* AIM OF THE TASK: For the records below, give the number of lines where the string "panel" occurs. Include nothing else.

* Saved data entries:
--
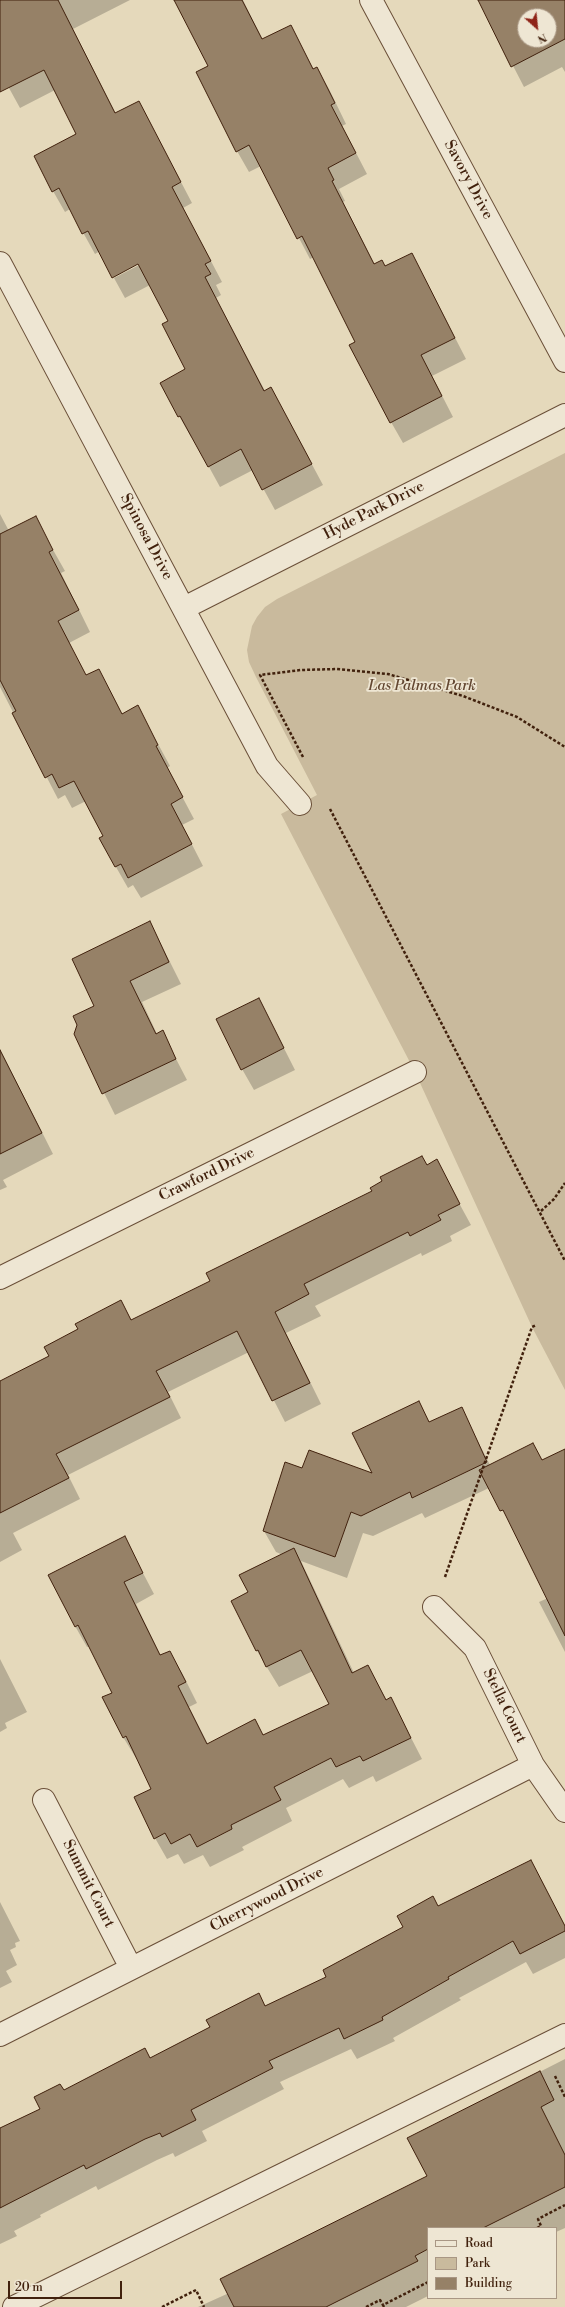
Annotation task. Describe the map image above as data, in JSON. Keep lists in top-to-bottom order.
{
  "streets": {
    "street": [
      "Savory Drive",
      "Hyde Park Drive",
      "Spinosa Drive",
      "Crawford Drive",
      "Stella Court",
      "Summit Court",
      "Cherrywood Drive"
    ]
  },
  "crossings": [
    ["Hyde Park Drive", "Spinosa Drive"],
    ["Stella Court", "Cherrywood Drive"],
    ["Summit Court", "Cherrywood Drive"]
  ],
  "parks": ["Las Palmas Park"],
  "legend": ["Road", "Park", "Building"],
  "scale_bar": "20 m",
  "north": "bottom right"
}
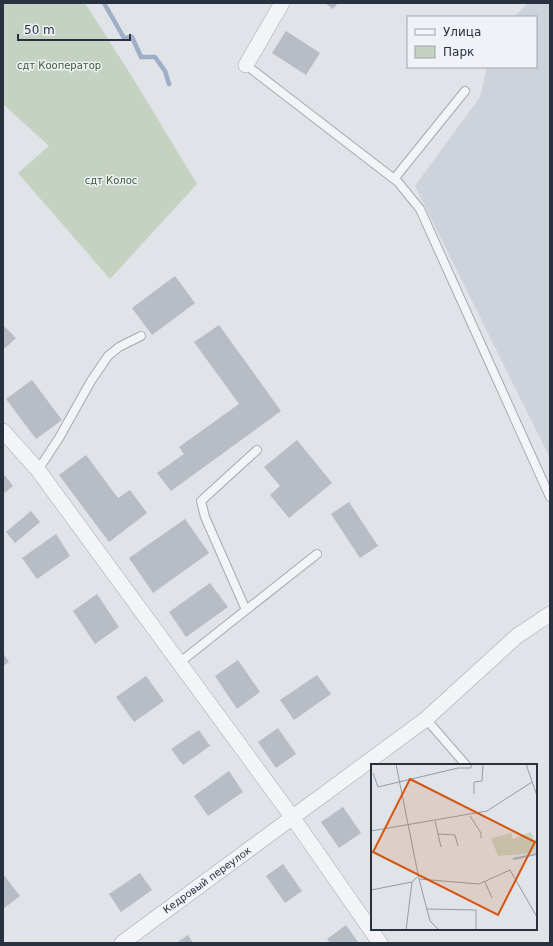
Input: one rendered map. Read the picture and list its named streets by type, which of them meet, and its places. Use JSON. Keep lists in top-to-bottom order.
{
  "streets": {
    "street": ["Кедровый переулок"]
  },
  "parks": ["сдт Кооператор", "сдт Колос"],
  "legend": ["Улица", "Парк"],
  "scale_bar": "50 m"
}
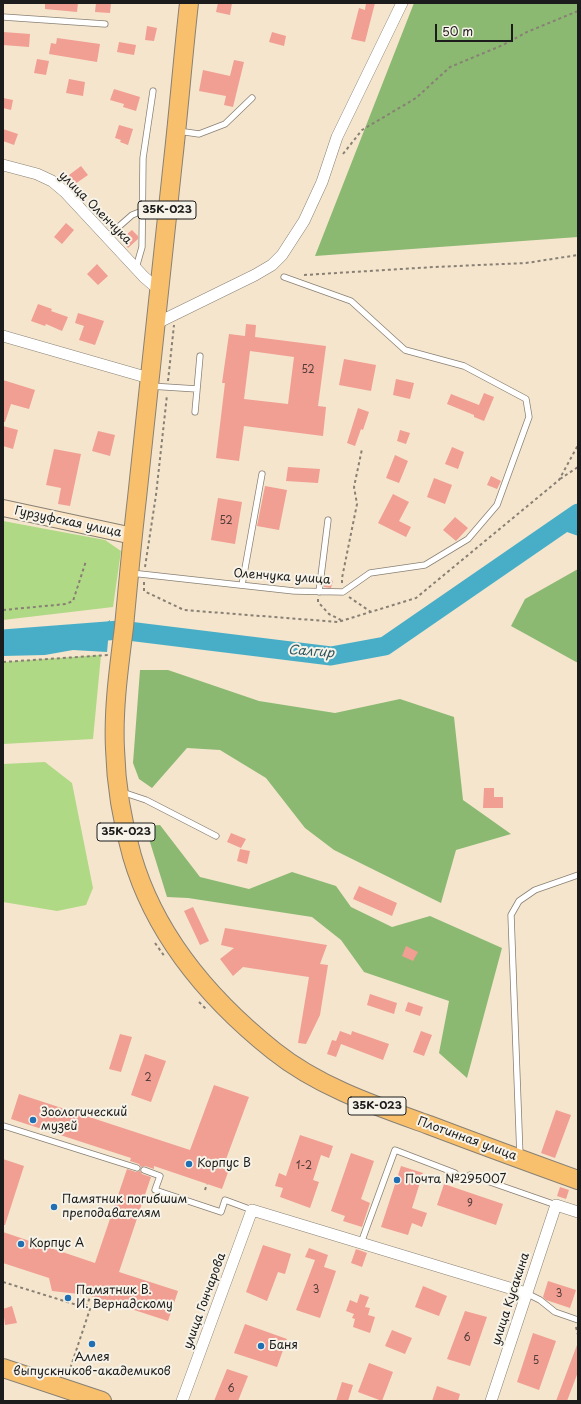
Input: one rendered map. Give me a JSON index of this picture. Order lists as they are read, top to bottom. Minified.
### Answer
{"streets":{"main road":["35К-023","Гурзуфская улица","Плотинная улица"],"street":["улица Оленчука","улица Кусакина","улица Гончарова"],"lane":["Оленчука улица"]},"crossings":[["улица Оленчука","35К-023"],["35К-023","Гурзуфская улица"],["35К-023","Оленчука улица"],["35К-023","Плотинная улица"]],"water":["Салгир"],"places":["Зоологический музей","Корпус В","Почта №295007","Памятник погибшим преподавателям","Корпус А","Памятник В. И. Вернадскому","Аллея выпускников-академиков","Баня"],"house_numbers":["52","52","2","1-2","9","3","3","6","5","6"],"scale_bar":"50 m"}
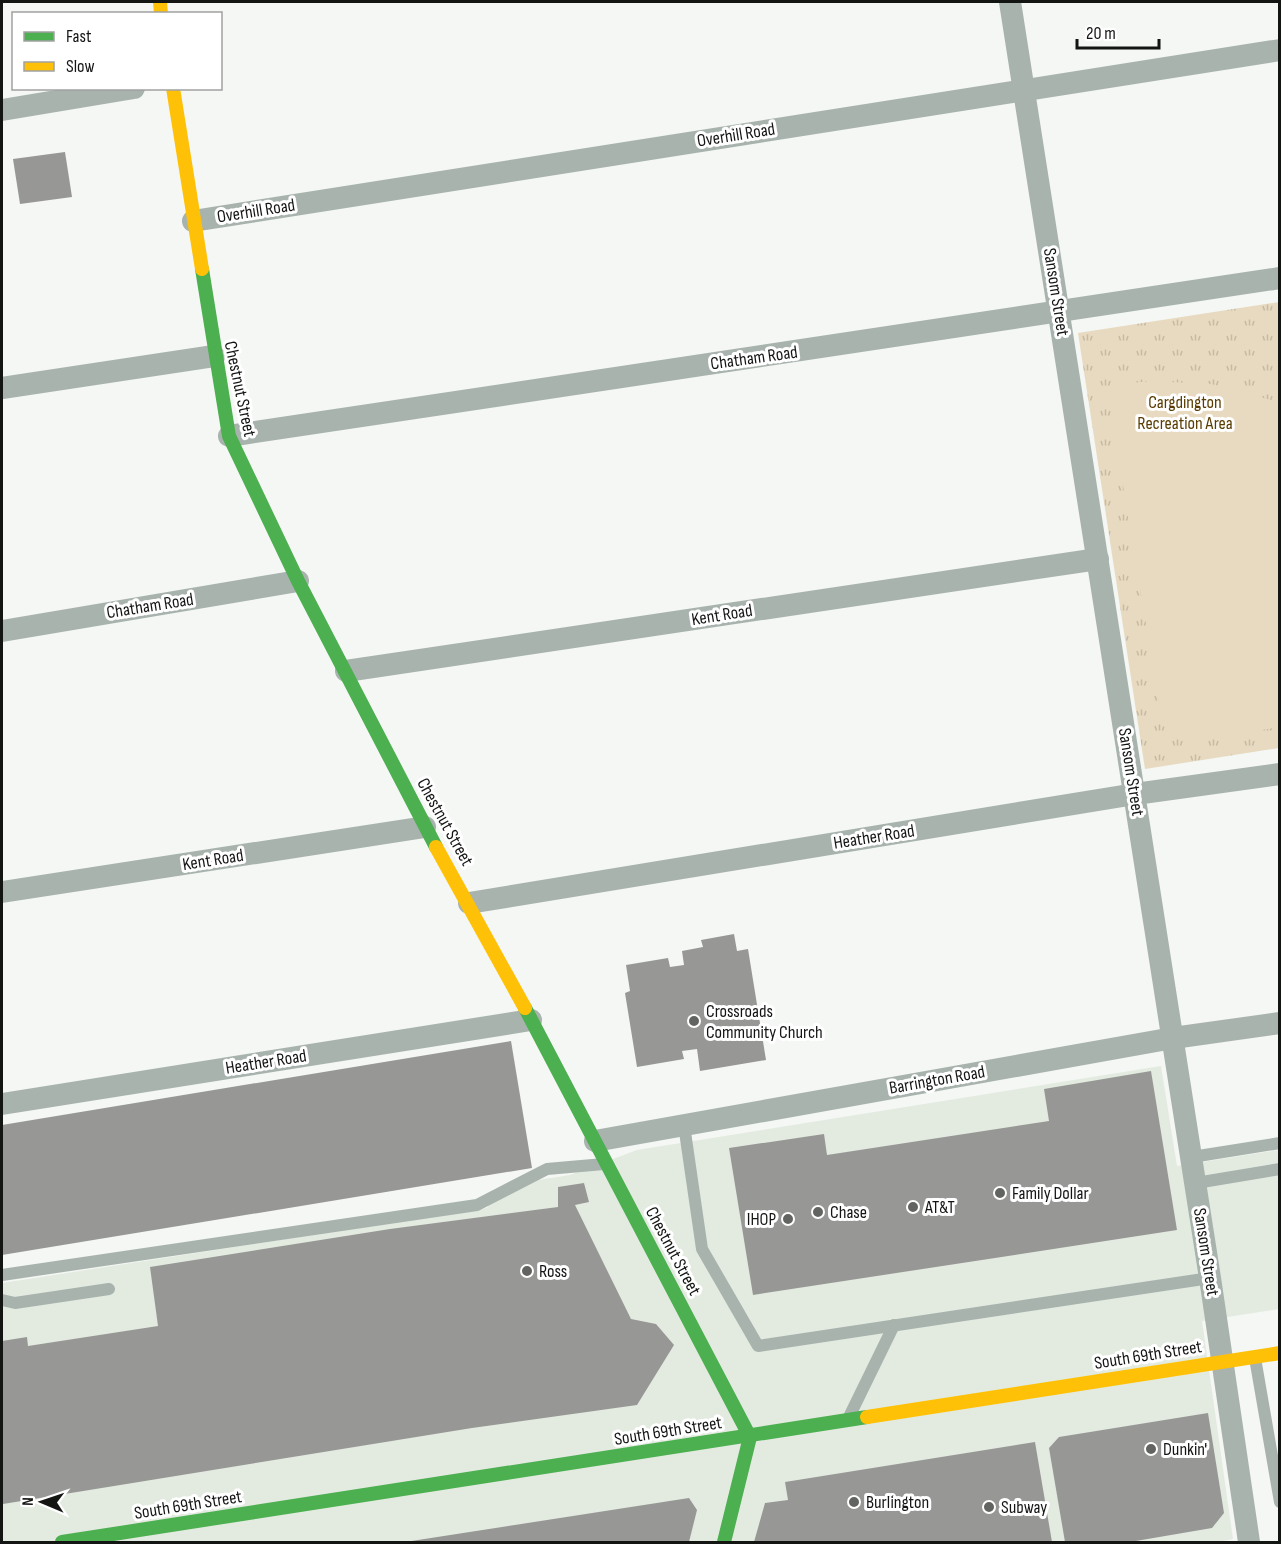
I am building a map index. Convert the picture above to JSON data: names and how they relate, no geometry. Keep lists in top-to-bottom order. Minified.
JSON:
{"streets":{"street":["Overhill Road","Sansom Street","Chatham Road","Chestnut Street","Kent Road","Heather Road","Barrington Road","South 69th Street"]},"crossings":[["Overhill Road","Sansom Street"],["Overhill Road","Chestnut Street"],["Sansom Street","Chatham Road"],["Sansom Street","Kent Road"],["Sansom Street","Heather Road"],["Sansom Street","Barrington Road"],["Sansom Street","South 69th Street"],["Chatham Road","Chestnut Street"],["Chestnut Street","Kent Road"],["Chestnut Street","Heather Road"],["Chestnut Street","Barrington Road"],["Chestnut Street","South 69th Street"]],"parks":["Cargdington Recreation Area"],"places":["Crossroads Community Church","Family Dollar","AT&T","Chase","IHOP","Ross","Dunkin'","Burlington","Subway"],"legend":["Fast","Slow"],"scale_bar":"20 m","north":"left"}
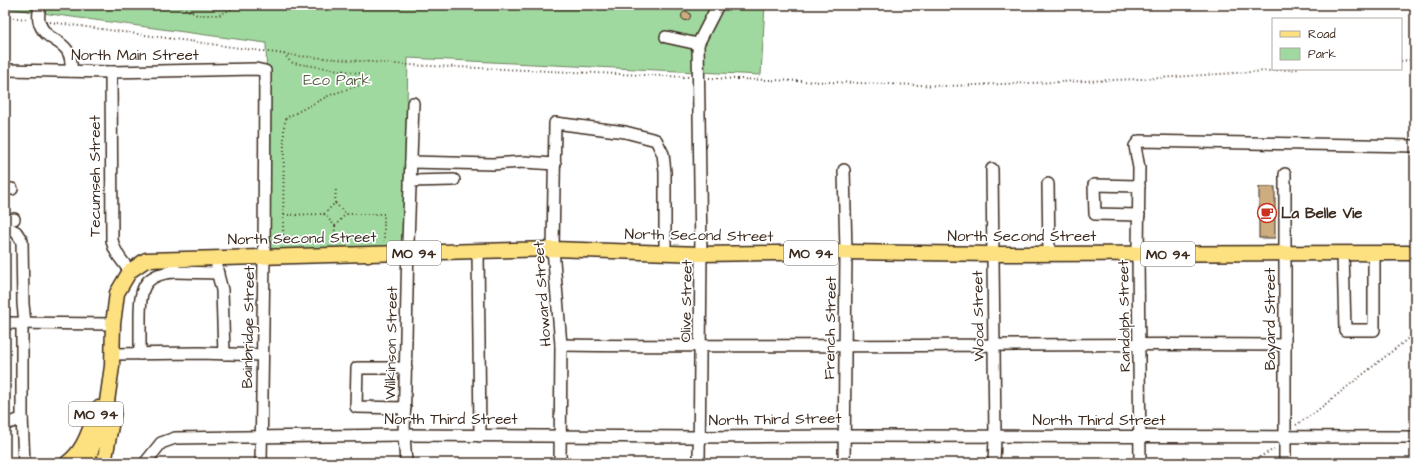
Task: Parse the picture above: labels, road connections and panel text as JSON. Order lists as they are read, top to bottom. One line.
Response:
{"streets":{"main road":["North Second Street","MO 94"],"street":["North Main Street","Tecumseh Street","Howard Street","Olive Street","Wood Street","Randolph Street","Bayard Street","Bainbridge Street","French Street","Wilkinson Street","North Third Street"]},"crossings":[["North Main Street","Tecumseh Street"],["North Main Street","Bainbridge Street"],["Tecumseh Street","North Second Street"],["Tecumseh Street","MO 94"],["North Second Street","MO 94"],["North Second Street","Howard Street"],["North Second Street","Olive Street"],["North Second Street","Wood Street"],["North Second Street","Randolph Street"],["North Second Street","Bayard Street"],["North Second Street","Bainbridge Street"],["North Second Street","French Street"],["North Second Street","Wilkinson Street"],["Howard Street","North Third Street"],["Olive Street","North Third Street"],["Wood Street","North Third Street"],["Randolph Street","North Third Street"],["Bayard Street","North Third Street"],["Bainbridge Street","North Third Street"],["French Street","North Third Street"],["Wilkinson Street","North Third Street"]],"parks":["Eco Park"],"places":{"cafe":["La Belle Vie"]},"legend":["Road","Park"]}
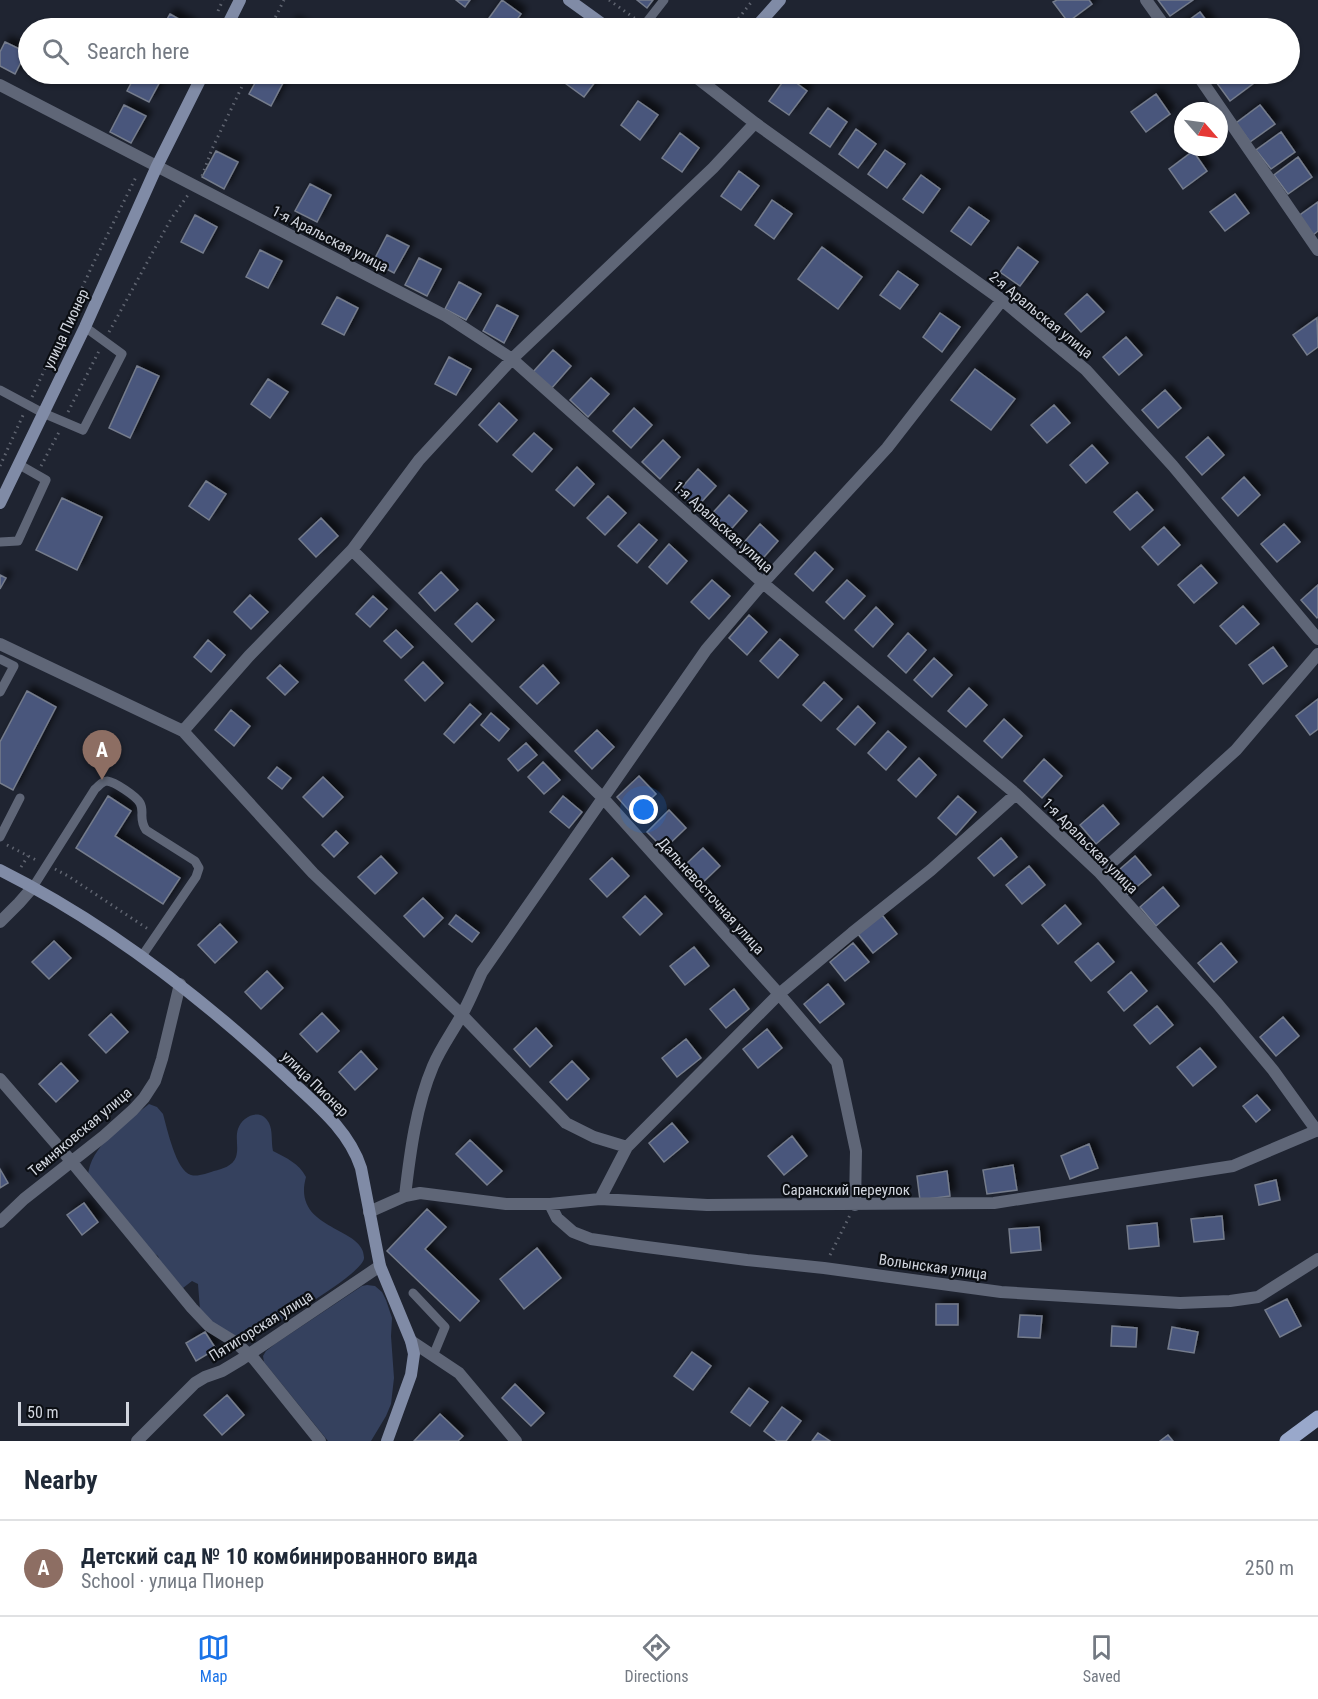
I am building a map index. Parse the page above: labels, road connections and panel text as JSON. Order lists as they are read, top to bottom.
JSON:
--
* RESPONSE TO THIS TASK: 2